You could describe our boss, who I will call Keith (not his real name), as being not only highly competitive, but also highly diminutive – however, I’m not sure if it’s grammatically proper to precede the polite word for ‘short’ with the misleading adjective ‘highly’. The fact is, he took his job as post-room manager a little too seriously – seemingly hell-bent on making life harder work than it already was. In lighter moments he would share nuggets of wisdom regarding health and lifestyle matters, the most unpleasant concerning the benefits of eating strong cheese at bedtime. Keith would proudly relate that he didn’t waste money on toothbrush, toothpaste or mouthwash as he’d recently discovered that the bacteria in pungent cheeses, such as stilton and Roquefort, could attack plaque directly if consumed after a meal, thus preventing tooth decay.
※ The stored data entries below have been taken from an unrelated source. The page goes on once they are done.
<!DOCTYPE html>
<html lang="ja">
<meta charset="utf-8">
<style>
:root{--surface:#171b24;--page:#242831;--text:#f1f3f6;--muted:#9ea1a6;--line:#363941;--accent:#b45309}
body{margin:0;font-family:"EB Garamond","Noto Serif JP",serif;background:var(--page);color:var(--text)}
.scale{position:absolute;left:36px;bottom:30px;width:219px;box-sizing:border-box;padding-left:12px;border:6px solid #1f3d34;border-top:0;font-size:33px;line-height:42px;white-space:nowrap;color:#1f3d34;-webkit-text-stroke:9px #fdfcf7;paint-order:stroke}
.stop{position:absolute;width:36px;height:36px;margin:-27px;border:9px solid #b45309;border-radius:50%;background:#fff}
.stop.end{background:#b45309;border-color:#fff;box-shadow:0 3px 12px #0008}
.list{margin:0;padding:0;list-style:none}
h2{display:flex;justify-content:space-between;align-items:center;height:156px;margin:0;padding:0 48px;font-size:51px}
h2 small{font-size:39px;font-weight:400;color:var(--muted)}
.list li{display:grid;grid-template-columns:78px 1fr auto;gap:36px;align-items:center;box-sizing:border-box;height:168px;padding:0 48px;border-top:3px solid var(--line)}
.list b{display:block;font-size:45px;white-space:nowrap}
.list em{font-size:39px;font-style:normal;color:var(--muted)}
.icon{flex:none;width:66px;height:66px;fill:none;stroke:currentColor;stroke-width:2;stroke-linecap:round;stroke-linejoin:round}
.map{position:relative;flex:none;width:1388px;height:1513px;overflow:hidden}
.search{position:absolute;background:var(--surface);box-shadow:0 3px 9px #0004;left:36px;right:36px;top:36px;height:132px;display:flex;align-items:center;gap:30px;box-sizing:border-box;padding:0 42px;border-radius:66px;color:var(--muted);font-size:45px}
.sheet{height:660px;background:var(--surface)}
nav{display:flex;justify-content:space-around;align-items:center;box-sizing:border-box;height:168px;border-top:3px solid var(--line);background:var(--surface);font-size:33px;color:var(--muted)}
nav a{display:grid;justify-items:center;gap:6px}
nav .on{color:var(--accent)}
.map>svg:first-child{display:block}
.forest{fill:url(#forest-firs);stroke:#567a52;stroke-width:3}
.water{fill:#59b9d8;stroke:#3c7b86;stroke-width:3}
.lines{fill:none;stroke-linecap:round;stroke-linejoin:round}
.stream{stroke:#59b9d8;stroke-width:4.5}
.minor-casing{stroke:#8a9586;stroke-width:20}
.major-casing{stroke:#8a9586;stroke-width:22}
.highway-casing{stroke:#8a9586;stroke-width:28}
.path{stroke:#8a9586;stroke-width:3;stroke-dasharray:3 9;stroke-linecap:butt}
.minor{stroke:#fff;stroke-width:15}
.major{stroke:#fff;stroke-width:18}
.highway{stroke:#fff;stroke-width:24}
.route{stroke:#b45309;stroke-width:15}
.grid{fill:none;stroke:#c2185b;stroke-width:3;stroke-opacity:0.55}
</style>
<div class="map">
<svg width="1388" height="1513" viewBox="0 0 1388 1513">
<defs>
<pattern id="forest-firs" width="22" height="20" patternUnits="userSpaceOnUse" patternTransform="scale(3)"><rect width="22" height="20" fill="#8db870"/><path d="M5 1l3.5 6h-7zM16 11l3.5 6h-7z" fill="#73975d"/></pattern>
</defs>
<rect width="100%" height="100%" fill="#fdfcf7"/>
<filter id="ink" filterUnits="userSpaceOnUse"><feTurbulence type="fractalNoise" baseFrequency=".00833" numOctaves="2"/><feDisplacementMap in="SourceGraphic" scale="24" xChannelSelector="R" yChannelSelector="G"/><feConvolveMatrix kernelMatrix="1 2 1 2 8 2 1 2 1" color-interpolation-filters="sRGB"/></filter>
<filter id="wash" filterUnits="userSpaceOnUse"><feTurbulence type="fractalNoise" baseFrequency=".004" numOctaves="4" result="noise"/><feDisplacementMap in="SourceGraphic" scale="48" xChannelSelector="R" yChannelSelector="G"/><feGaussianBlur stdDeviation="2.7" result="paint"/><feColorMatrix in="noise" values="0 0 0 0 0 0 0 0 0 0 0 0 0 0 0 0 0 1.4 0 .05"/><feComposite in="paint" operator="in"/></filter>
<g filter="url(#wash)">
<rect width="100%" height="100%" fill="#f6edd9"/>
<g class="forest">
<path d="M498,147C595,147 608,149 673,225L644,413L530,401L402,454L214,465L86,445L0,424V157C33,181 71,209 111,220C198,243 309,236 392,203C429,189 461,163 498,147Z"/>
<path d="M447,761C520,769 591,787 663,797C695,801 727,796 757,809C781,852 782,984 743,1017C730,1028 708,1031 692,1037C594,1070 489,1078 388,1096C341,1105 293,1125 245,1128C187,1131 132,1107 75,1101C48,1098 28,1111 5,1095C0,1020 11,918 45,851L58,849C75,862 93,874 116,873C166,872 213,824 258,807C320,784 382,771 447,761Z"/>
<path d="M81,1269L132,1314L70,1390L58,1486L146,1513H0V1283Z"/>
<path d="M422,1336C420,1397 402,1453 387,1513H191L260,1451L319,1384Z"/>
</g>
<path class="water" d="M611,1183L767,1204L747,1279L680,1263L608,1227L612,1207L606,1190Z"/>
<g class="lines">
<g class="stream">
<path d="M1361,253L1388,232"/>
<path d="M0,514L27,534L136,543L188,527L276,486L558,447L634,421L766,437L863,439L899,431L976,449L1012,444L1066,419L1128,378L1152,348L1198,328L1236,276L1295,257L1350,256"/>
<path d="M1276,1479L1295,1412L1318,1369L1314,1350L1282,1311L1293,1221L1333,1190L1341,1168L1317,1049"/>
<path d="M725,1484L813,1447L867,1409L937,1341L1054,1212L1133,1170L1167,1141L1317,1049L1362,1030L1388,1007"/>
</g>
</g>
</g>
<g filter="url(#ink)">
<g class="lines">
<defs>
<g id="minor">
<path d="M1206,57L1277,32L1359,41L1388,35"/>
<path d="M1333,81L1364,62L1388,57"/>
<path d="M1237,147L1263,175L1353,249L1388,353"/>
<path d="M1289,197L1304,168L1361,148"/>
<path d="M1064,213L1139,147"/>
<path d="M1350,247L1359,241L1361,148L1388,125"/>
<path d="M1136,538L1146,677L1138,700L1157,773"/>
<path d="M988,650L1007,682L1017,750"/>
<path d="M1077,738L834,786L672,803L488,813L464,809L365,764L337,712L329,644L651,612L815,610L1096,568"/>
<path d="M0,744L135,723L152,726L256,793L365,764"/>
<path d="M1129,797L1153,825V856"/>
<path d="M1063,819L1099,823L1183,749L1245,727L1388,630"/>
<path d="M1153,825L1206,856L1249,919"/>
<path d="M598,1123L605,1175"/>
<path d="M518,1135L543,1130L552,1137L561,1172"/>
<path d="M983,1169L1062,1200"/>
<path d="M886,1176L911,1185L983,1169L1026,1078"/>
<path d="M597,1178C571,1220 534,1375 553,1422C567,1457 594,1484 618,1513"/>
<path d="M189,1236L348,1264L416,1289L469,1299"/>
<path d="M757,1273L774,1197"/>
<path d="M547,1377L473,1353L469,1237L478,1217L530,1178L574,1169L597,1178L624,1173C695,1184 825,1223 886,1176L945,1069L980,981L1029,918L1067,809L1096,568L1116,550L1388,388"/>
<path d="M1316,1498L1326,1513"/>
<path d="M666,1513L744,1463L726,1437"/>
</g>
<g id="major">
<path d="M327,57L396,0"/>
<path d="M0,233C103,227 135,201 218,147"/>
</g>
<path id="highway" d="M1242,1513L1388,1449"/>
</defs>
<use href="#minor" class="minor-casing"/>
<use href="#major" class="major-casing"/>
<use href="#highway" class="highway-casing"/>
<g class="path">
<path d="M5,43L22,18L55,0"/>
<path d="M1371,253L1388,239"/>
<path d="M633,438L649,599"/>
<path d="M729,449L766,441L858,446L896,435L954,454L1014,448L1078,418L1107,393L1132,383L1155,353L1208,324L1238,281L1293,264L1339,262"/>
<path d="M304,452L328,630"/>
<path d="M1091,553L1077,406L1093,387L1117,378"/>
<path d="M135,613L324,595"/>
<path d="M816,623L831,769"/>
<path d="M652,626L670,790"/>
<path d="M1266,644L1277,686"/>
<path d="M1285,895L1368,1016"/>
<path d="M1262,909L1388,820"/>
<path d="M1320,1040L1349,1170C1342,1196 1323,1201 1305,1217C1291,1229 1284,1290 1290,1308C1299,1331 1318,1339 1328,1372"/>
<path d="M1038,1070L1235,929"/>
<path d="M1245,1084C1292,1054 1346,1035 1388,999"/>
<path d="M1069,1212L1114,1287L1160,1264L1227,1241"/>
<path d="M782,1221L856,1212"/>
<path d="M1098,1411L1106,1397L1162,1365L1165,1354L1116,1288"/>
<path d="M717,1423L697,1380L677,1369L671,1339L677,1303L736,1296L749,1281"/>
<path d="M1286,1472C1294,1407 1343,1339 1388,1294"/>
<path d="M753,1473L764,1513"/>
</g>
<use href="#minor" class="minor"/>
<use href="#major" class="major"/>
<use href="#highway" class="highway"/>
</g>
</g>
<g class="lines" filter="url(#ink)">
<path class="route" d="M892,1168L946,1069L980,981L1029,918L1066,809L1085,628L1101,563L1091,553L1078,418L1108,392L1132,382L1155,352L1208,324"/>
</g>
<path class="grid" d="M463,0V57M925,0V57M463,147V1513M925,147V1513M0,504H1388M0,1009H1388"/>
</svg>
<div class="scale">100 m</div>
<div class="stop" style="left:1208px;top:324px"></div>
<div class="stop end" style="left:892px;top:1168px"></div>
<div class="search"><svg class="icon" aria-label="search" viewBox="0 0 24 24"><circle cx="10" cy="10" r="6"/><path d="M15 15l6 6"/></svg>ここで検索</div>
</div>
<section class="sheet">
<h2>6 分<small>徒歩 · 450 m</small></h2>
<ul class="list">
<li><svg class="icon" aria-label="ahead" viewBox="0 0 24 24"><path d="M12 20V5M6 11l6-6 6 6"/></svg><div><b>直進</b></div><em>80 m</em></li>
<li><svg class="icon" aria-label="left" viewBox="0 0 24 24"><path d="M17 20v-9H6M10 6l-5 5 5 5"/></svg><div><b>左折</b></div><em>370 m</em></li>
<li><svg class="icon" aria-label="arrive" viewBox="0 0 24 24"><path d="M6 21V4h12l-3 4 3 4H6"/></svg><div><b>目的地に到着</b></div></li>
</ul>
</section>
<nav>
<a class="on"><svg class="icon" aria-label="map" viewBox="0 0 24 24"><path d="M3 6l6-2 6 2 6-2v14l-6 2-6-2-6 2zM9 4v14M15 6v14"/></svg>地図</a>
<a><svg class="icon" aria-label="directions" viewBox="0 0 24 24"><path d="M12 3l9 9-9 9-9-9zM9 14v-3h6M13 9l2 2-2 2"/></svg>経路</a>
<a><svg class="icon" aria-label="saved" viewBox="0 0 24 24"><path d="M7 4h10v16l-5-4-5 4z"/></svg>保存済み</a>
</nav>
The downside was that, each time he opened his mouth to address us, he might as well have shat in our faces. The fact
he was oblivious to our suffering only made it worse. In Keith’s mind, the crucial thing was a nightly cheese plate on the bedside table.
It was hard to know who to feel more sorry for, the plaque or his unfortunate wife. The almighty stench of that stale cheesy breath, wafting out of his mouth at any given time, and a blanket refusal to consider any standard method of oral hygiene, left us with little option but to seek alternative employment. They say comedy is tragedy plus time and they’re right. It wasn’t nearly as funny at the time.
To alleviate the fall-out from this daily torture, I put the hours in as an über-geek (music, book and film), absorbing so much cultural trivia that I convinced myself I was the cleverest sponge on the planet. But sponges need to be squeezed, or they rot. The poverty certainly tried to squeeze me. But the guilt just kept rotting me. I simply couldn’t keep taking and not giving.
All those years on benefit – although deep down I hoped that one day I would make enough money to pay it all back in tax. Of course, there’s no way of knowing for sure, but the ambitious sponge envisages that one day, in all likelihood, it will be well and truly squeezed. And miraculously, that’s
what happened – I paid it back with bells on, and because of that, when it comes to bathtime, I get a little rubber duck in the way of a pension.
Old Polish proverb: ‘Work is not a goose, it won’t run away.’